*Exercise brief*
Report all lines below with the word "down".
====
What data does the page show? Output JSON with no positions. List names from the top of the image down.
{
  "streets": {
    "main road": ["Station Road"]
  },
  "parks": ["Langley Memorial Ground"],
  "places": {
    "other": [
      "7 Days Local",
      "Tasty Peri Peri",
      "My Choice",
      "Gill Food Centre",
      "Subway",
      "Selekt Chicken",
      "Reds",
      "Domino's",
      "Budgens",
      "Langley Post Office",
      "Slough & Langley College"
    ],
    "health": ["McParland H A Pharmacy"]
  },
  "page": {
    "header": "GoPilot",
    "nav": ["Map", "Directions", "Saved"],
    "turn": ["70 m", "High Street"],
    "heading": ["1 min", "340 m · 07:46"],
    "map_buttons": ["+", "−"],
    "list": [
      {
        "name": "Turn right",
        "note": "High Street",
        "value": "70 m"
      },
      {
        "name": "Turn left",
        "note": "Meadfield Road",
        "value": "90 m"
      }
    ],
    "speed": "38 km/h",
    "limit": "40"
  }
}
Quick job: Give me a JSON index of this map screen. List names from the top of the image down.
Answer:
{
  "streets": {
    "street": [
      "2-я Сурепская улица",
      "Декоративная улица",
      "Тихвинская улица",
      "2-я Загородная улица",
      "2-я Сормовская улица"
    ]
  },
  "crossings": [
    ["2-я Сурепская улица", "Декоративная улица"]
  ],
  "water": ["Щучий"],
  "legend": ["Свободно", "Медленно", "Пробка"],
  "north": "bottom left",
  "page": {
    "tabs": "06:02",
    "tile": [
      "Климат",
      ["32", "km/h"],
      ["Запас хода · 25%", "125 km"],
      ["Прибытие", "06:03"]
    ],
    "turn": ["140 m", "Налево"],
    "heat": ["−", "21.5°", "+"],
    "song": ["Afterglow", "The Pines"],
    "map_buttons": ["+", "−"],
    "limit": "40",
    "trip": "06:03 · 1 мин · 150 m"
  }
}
====
*Response*
What data does the page show? Output JSON with no positions. List names from the top of the image down.
Quick job: Give me a JSON index of this map screen. List names from the top of the image down.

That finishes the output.